Goal of the exercise
If a line in the records below contains the word "stream", copy it out.

Supplied entries

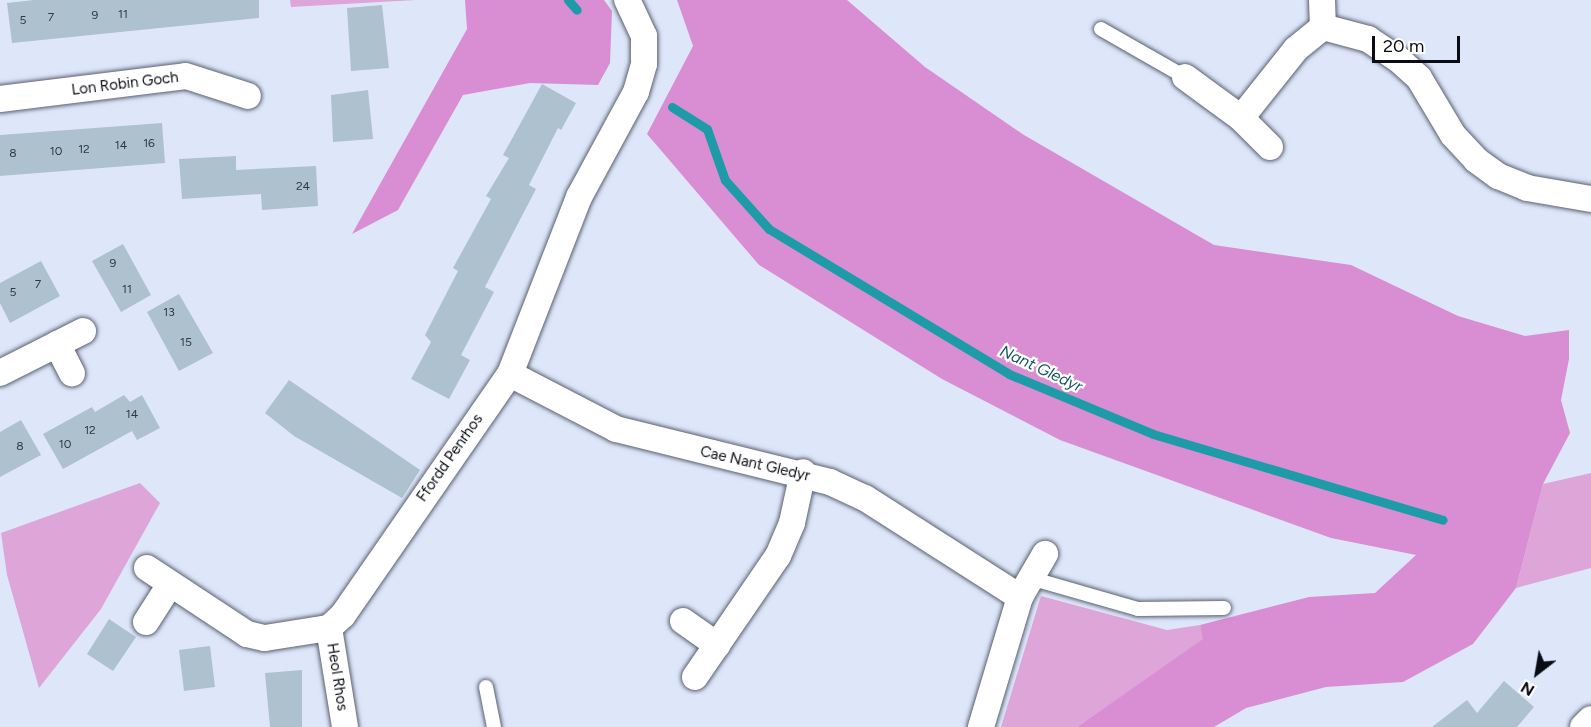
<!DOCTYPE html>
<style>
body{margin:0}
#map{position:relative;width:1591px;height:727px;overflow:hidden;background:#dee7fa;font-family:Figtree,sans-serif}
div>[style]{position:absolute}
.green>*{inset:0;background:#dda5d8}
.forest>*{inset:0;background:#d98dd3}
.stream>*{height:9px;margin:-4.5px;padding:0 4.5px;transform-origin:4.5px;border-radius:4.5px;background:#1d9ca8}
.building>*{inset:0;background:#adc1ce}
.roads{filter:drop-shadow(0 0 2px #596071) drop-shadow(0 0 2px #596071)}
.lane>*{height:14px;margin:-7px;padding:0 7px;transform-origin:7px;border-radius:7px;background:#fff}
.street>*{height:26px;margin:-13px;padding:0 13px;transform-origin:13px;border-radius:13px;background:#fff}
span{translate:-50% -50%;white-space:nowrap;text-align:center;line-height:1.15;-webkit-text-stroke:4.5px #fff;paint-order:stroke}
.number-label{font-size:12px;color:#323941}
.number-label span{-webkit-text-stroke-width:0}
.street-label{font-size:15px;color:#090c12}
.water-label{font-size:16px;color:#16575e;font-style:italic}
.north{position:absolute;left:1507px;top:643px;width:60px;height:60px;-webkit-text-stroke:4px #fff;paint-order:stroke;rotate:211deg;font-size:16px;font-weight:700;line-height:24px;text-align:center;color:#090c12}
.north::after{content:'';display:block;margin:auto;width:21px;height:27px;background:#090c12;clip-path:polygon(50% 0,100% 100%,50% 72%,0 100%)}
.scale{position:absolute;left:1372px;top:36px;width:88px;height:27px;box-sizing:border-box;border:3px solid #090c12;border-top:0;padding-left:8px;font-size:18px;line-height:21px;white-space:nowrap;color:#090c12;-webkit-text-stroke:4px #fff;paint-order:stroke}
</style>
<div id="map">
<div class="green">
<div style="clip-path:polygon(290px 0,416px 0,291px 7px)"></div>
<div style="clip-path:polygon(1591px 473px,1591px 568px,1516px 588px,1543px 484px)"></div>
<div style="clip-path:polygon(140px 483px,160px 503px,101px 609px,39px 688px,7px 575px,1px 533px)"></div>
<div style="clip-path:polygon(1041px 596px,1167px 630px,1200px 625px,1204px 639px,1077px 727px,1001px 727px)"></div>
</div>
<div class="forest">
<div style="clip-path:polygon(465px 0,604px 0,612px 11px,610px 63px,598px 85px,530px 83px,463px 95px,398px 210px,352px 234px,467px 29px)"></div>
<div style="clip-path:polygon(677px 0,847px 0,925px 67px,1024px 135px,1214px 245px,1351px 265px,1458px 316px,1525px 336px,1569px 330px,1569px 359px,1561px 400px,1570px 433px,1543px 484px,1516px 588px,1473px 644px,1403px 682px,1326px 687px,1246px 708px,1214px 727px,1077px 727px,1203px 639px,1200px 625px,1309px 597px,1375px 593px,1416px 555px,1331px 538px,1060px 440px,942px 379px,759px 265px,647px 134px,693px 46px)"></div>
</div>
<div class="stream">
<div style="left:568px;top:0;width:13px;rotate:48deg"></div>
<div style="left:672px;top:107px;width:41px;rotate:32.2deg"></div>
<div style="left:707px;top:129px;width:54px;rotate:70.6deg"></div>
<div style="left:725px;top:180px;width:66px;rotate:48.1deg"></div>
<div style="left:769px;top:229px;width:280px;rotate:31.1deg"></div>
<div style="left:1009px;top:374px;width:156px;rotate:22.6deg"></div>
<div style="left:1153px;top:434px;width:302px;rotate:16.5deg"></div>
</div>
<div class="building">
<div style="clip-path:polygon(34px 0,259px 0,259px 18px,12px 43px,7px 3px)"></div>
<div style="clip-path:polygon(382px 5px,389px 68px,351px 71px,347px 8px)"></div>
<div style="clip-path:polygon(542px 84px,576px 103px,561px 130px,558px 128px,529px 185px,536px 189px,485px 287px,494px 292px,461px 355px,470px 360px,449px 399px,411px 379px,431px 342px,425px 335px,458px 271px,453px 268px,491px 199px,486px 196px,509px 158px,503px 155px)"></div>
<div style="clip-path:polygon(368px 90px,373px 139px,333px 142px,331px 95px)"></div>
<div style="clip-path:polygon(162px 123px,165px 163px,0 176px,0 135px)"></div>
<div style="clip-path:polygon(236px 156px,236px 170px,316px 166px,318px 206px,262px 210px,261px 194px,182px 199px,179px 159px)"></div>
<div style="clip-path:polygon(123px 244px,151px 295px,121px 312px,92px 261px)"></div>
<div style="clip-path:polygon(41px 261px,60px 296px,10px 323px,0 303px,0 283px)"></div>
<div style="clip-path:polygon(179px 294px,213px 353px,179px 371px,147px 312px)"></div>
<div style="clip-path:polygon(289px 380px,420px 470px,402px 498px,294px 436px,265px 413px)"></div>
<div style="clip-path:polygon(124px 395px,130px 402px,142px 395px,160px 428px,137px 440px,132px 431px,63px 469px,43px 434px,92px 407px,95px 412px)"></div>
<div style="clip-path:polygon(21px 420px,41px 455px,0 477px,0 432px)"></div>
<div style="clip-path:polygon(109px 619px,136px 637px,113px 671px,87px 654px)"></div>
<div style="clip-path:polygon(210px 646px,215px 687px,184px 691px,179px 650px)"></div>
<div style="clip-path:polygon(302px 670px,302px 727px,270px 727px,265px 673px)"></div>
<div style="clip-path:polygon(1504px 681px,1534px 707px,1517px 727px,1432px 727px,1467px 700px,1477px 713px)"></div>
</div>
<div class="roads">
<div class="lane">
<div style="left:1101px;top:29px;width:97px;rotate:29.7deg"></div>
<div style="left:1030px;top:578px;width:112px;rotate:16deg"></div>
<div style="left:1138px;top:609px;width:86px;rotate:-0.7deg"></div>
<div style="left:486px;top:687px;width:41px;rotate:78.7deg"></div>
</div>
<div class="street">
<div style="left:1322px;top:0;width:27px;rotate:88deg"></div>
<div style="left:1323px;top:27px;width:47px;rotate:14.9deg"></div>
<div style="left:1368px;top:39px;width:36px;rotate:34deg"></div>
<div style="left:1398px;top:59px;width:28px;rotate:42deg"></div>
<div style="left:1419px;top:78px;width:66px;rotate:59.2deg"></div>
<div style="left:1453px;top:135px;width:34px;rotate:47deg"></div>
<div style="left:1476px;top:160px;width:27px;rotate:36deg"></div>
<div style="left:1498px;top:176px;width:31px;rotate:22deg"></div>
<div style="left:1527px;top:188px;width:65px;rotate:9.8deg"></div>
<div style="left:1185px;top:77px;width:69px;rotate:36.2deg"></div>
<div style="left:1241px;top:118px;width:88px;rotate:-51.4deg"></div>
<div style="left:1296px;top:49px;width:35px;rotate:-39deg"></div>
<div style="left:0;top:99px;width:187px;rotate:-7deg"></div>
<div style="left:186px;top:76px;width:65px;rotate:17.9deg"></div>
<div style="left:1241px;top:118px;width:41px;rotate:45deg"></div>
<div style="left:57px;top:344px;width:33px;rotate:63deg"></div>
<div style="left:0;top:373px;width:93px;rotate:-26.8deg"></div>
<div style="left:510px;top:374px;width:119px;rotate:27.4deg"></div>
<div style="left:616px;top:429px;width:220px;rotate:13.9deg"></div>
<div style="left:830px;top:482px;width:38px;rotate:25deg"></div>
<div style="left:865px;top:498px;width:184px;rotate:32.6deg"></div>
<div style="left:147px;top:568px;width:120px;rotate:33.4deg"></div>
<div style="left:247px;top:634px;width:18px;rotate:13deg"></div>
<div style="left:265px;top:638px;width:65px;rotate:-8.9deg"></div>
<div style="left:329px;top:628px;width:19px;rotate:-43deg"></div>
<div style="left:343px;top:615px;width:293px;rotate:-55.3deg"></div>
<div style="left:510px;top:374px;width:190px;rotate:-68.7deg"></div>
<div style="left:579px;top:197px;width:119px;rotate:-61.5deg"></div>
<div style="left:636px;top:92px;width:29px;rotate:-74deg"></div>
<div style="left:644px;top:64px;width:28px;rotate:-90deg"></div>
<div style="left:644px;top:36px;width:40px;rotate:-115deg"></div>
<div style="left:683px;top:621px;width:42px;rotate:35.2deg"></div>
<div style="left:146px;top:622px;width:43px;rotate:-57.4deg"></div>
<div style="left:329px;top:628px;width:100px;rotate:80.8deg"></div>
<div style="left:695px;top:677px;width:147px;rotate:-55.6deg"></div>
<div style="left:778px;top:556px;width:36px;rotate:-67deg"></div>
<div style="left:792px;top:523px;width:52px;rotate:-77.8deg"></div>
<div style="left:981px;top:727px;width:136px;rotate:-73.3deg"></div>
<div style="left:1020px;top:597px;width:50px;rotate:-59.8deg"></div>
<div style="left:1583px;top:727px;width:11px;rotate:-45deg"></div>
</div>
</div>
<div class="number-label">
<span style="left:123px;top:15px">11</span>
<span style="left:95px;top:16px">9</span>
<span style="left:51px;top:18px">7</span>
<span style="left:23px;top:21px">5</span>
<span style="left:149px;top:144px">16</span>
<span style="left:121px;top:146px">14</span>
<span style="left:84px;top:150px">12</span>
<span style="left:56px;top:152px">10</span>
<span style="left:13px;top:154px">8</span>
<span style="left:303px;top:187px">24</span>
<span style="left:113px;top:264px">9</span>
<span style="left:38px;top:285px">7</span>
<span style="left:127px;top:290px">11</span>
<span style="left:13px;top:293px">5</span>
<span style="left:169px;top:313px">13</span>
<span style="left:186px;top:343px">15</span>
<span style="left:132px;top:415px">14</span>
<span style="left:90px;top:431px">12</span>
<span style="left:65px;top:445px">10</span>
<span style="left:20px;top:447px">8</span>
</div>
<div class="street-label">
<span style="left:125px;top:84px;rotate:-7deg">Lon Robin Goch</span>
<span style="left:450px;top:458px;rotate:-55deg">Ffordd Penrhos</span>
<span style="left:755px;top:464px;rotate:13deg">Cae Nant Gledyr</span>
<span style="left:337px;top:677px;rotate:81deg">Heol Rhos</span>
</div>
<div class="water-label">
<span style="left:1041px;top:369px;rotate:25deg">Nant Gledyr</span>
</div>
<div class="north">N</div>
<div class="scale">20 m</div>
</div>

Answer section
.stream>*{height:9px;margin:-4.5px;padding:0 4.5px;transform-origin:4.5px;border-radius:4.5px;background:#1d9ca8}
<div class="stream">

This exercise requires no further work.